Exercise prompt: Find the line with "d'épuration<br>de La Feyssine</span>" in the data below, then restate it and all remaining lines exactly, adding nothing.

[Data excerpts]

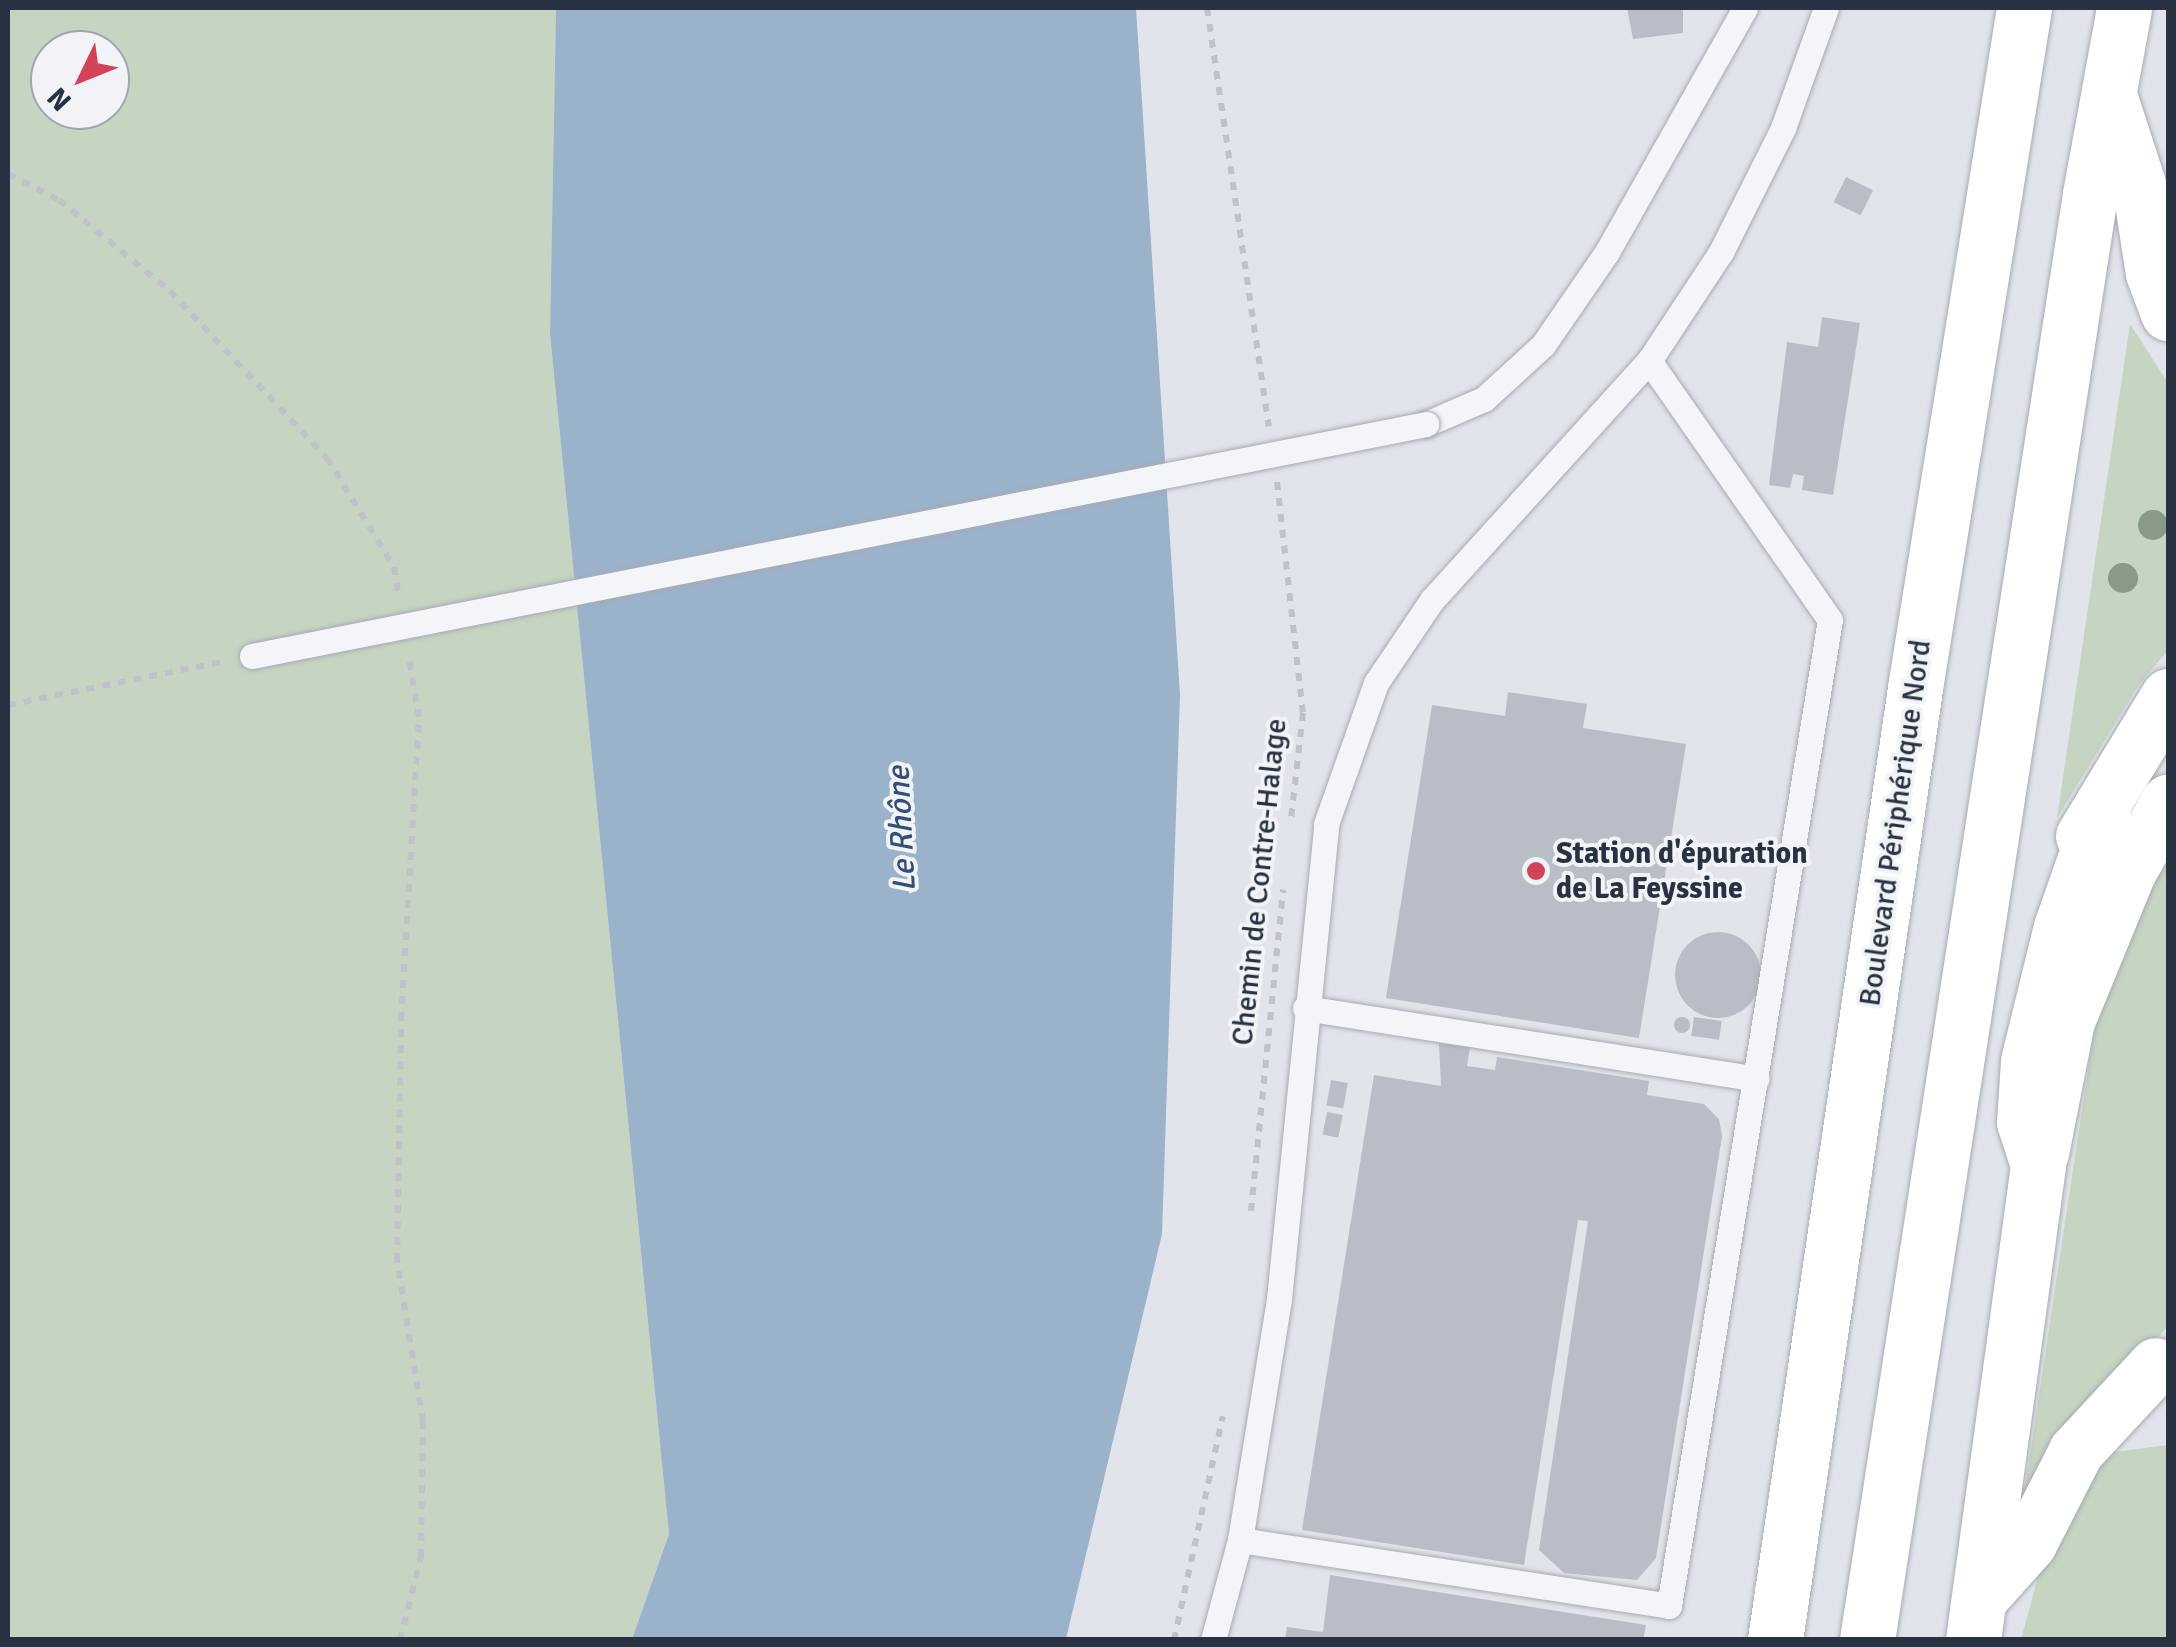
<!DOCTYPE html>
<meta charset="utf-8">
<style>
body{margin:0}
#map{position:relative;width:2176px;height:1647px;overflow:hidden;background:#e1e4ea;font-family:Signika,sans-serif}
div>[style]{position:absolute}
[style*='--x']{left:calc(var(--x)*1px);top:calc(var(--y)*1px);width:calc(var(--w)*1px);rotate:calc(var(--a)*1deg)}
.green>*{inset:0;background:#c6d4c2}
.water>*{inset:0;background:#9bb2cb}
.building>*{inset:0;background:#b8bdc7;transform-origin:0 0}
.round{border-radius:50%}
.path>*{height:6px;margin-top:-3px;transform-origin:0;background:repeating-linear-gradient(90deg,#bfc2c9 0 8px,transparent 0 16px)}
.roads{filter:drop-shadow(0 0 2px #a6abb4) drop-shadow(0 0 2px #a6abb4)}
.service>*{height:25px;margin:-12.5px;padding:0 12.5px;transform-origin:12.5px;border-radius:12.5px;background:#f4f5f8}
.primary>*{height:55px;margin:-27.5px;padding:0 27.5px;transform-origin:27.5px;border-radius:27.5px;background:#fff}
.trunk>*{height:55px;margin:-27.5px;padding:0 27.5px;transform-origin:27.5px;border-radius:27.5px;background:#fff}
.bridges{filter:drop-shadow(0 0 2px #a6abb4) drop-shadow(0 0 2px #a6abb4)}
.service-bridge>*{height:25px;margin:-12.5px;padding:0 12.5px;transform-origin:12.5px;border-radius:12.5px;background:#f4f5f8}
.trees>*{width:30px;height:30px;margin:-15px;border-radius:50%;background:#879b86}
.dots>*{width:28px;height:28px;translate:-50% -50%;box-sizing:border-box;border:5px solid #f1f3f7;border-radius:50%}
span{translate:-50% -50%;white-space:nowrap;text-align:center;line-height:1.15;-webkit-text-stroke:8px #f1f3f7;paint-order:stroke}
.street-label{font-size:30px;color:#283242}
.poi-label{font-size:30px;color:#283242;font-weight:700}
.left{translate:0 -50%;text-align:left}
.water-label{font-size:32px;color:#315078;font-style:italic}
.frame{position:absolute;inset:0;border:10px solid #283242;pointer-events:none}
.north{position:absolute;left:30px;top:30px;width:100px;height:100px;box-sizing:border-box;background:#f1f3f7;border:2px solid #a1a6af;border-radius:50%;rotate:227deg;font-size:28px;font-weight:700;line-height:40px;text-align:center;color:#283242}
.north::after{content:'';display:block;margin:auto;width:35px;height:45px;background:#d34257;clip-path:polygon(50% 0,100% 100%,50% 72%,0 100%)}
</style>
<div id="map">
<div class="green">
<i style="clip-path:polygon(evenodd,8px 8px,556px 8px,550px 334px,669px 1534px,632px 1639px,8px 1639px,8px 8px,50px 50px,110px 50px,110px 110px,50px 110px,50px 50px)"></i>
<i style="clip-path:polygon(2130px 324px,2168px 383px,2168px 650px,2138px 686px,2057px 818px)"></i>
<i style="clip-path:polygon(2168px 844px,2168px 1326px,2062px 1443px,2022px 1508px,2095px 1024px)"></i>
<i style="clip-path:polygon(2168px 1445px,2168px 1639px,2021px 1640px,2046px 1547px,2107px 1453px)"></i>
</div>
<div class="water">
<i style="clip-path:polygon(556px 8px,1136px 8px,1180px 695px,1162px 1234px,1066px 1639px,632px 1639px,669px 1534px,550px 334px)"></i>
</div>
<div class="building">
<i style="clip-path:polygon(1627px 8px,1683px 8px,1683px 33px,1633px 39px)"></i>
<i style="left:1846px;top:177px;width:30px;height:28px;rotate:26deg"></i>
<i style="clip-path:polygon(1822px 317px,1860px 323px,1833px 495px,1802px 490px,1804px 476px,1793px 474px,1790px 488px,1769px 485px,1787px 342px,1818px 347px)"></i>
<i style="clip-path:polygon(1508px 692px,1587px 704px,1583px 728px,1686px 744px,1639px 1038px,1386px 998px,1432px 705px,1505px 716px)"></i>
<i class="round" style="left:1675px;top:932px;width:86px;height:86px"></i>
<i class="round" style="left:1674px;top:1017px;width:16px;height:16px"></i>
<i style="left:1694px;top:1017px;width:28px;height:19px;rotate:8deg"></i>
<i style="clip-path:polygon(1439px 1043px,1470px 1047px,1467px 1066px,1495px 1070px,1497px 1057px,1649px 1081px,1647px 1095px,1704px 1104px,1719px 1119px,1722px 1136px,1656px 1558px,1637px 1580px,1564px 1573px,1539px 1550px,1588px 1221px,1578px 1220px,1524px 1565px,1302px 1530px,1374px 1075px,1441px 1086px)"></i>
<i style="left:1331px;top:1080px;width:17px;height:26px;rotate:10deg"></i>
<i style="left:1327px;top:1112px;width:16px;height:23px;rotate:11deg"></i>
<i style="clip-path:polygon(1330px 1575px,1646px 1625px,1643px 1640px,1285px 1640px,1287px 1627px,1323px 1632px)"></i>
</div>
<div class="path">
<i style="--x:1207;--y:8;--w:423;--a:81.6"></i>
<i style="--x:8;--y:174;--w:57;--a:27"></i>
<i style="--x:59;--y:200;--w:144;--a:39.3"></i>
<i style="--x:170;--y:291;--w:229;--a:46.8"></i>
<i style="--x:327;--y:458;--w:128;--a:58.4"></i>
<i style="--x:394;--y:567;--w:30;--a:81"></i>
<i style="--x:1277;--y:482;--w:232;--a:83.6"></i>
<i style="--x:1303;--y:713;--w:106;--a:96.5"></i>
<i style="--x:8;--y:705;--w:217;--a:-11.4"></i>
<i style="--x:1251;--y:1211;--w:323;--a:-84.3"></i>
<i style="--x:400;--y:1640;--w:86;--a:-75.8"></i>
<i style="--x:421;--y:1557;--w:136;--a:-89.2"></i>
<i style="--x:423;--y:1421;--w:162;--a:-99.2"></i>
<i style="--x:397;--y:1261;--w:241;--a:-89"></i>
<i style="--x:401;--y:1020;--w:304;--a:-86.6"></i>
<i style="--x:419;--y:717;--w:59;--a:-99.8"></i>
<i style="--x:1174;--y:1640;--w:229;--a:-77.7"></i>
</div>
<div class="roads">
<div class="service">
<i style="--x:1426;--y:424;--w:63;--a:-23.3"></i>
<i style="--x:1484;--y:399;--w:80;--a:-42.5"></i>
<i style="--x:1543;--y:345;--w:113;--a:-55.5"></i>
<i style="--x:1607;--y:252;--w:280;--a:-60.5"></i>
<i style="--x:1305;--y:1008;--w:457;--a:8.9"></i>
<i style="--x:1240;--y:1540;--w:434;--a:8.7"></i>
<i style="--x:1669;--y:1606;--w:999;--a:-80.73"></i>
<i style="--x:1830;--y:620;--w:316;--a:-124.9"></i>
<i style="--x:1213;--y:1640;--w:104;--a:-74.9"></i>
<i style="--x:1240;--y:1540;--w:244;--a:-80.8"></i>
<i style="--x:1279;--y:1299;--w:477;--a:-84.3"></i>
<i style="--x:1326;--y:824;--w:150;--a:-70.5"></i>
<i style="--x:1376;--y:683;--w:100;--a:-56"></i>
<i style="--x:1432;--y:600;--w:323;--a:-47.8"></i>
<i style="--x:1649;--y:361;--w:131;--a:-56.6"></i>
<i style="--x:1721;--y:252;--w:139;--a:-63.4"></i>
<i style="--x:1783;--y:128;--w:127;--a:-70.3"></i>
</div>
<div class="primary">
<i style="--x:2041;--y:1153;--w:135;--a:-78.9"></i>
<i style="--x:2067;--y:1021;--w:161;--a:-67.7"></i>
<i style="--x:2128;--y:872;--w:81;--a:-60.3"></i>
</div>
<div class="trunk">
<i style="--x:2111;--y:101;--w:94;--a:72"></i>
<i style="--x:2140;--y:190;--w:84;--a:81.1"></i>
<i style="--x:2153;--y:273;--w:43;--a:69.4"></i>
<i style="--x:2083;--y:836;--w:164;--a:-58.7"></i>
<i style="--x:1979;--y:1599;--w:75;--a:-48.2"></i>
<i style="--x:2029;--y:1543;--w:103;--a:-62.9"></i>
<i style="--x:2076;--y:1451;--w:117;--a:-47.1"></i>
<i style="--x:1775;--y:1640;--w:962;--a:-81.63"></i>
<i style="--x:1915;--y:688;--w:689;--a:-80.89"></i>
<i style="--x:1867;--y:1640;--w:1463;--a:-81.23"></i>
<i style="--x:2090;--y:194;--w:189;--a:-79.6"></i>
<i style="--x:1973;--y:1640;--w:479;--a:-82.2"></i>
<i style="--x:2038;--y:1165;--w:45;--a:-108"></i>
<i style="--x:2024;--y:1122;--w:61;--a:-86.2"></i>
<i style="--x:2028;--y:1061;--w:138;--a:-76.2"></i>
<i style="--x:2061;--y:927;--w:130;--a:-70.7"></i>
</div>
</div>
<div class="bridges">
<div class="service-bridge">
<i style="--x:252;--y:656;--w:1197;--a:-11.18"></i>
</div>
</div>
<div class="trees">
<i style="left:2153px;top:525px"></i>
<i style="left:2123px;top:578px"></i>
</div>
<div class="dots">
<i style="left:1536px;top:871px;background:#d34257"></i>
</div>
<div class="street-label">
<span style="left:1896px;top:823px;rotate:-82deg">Boulevard Périphérique Nord</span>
<span style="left:1260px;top:882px;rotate:-84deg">Chemin de Contre-Halage</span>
</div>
<div class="poi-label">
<span class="left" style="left:1556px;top:871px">Station d'épuration<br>de La Feyssine</span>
</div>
<div class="water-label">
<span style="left:902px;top:829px;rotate:-93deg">Le Rhône</span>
</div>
<div class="frame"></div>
<div class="north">N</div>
</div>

Answer to the problem:
<span class="left" style="left:1556px;top:871px">Station d'épuration<br>de La Feyssine</span>
</div>
<div class="water-label">
<span style="left:902px;top:829px;rotate:-93deg">Le Rhône</span>
</div>
<div class="frame"></div>
<div class="north">N</div>
</div>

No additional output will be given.